INSIGHT TO HOW ROENICKE/NARRON WORKS
The relationship between a manager and bench coach can be tricky dynamic. An extreme example was in 2012 when Bobby Valentine and his bench coach Tim Bogar barely talked for the last few months of the season.
It is why if a team can priortize familiarity and friendship when putting the two together they do so. That's exactly what the Red Sox accomplished when reuniting interim manager Ron Roenicke and new bench coach Jerry Narron.
It's a dynamic catcher Jonathan Lucroy had a front row seat for throughout the pair's five-season tenure in the dugout with the Brewers.
"They had great relationship. They were always communicating in the dugout," Lucroy said. "For me, I was actively involved working with both of them constantly throughout the game. But Jerry being the bench coach, him giving me the signs and Ron is making all the decisions. One thing I like about them is that they are standing next to each other and they are really, really good friends so that is enhances the communication they have. The level of trust there is immense. Between the two of them they probably have 60 to 70 years in the big leagues. They are very experienced in what they do. I don’t remember questioning any of the decisions they made. They made very informed decisions in-game, ones that make a lot of sense.
"Because they are such good friends they are able to be fully honest with each other and hold each other accountable, not in a bad way but in a good way. They aren’t afraid to tell the truth to each other. I think that is important in a manager, bench coach relationship because you want to be able to have discussions and sometimes they are going to disagree. You have to be able to communicate and discuss with one another so they can make the best decision possible for the team.

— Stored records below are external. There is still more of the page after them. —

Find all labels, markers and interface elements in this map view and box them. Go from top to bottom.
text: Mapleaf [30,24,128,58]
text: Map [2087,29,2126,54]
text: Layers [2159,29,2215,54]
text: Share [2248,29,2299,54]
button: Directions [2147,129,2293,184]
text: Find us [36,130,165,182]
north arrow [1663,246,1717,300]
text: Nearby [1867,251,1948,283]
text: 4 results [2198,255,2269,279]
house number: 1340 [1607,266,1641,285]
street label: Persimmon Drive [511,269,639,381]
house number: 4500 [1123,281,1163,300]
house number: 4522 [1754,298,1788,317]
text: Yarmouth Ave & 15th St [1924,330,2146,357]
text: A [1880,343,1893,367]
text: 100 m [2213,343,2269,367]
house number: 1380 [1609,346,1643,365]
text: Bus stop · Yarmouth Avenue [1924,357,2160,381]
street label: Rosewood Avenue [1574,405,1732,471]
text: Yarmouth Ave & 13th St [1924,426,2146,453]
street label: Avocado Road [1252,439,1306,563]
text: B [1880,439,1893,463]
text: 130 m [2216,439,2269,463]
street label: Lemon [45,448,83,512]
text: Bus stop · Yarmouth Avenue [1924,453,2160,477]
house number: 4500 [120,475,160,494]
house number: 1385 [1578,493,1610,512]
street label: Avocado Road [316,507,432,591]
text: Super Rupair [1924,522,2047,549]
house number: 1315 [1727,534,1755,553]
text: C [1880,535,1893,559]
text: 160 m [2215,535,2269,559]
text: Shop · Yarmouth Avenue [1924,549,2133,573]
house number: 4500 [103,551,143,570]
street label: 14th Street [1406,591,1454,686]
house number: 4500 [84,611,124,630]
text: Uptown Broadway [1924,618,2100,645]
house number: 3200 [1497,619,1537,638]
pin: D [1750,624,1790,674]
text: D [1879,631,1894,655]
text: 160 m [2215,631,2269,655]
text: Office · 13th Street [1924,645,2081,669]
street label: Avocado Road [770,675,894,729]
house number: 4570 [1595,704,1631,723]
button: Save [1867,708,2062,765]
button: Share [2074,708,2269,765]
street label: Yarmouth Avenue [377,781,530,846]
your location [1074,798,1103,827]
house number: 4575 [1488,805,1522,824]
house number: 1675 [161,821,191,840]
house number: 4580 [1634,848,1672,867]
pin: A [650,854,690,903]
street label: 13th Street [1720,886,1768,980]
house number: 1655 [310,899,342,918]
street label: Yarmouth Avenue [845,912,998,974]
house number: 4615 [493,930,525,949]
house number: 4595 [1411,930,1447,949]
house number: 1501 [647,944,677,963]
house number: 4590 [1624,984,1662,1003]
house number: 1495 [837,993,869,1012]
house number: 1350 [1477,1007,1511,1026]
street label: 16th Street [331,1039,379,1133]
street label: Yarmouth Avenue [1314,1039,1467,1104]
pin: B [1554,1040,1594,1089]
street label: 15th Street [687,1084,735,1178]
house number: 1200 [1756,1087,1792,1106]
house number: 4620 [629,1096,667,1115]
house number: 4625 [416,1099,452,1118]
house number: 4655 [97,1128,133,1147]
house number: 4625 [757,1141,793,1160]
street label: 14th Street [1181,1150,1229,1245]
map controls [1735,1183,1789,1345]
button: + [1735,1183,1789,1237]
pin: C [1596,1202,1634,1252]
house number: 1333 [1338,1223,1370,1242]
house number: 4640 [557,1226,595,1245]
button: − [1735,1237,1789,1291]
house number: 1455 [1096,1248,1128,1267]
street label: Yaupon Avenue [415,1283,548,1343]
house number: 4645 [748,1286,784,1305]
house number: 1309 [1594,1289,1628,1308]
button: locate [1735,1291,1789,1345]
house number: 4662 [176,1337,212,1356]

The one thing that I always liked about Ron and Jerry’s relationship is they have that. They can be honest with one another and make the best decision for everyone."
SOME OTHER STUFF ...
- Much as been made of the almost-acquisition of Brusdar Graterol by the Red Sox. Well, it turns out the Betts deal wasn't the first time the Sox made a run at the former Twins reliever. Dave Dombrowski tried prying Graterol away from Minnesota last year only to get word that the hard-throwing righty was not available.
- It was only one inning, but there was something that stood out about Brian Johnson's spring training debut Saturday. He threw exactly one more changeup than he had in the entire 2019 season. The lefty -- who his fighting for a spot as a non-roster invitee -- was unable to throw the pitch previously because of how long his delivery was. "I threw it to (Manuel) Margo the second pitch of the game. I'm 100 percent more this year than I was last year," he explained. But after working on a modified version of the Driveline throwing program Johnson has shortened his approach, not only opening the door to a new pitch but also resulting in less soreness between throwing sessions.
- A year ago Colten Brewer lived in a mobile home. The perks of a full-year in the majors have allowed the pitcher to sell his home on wheels actually buy a house. This spring? He is renting a real house at the same mobile home site his vehicle was parked at a year ago.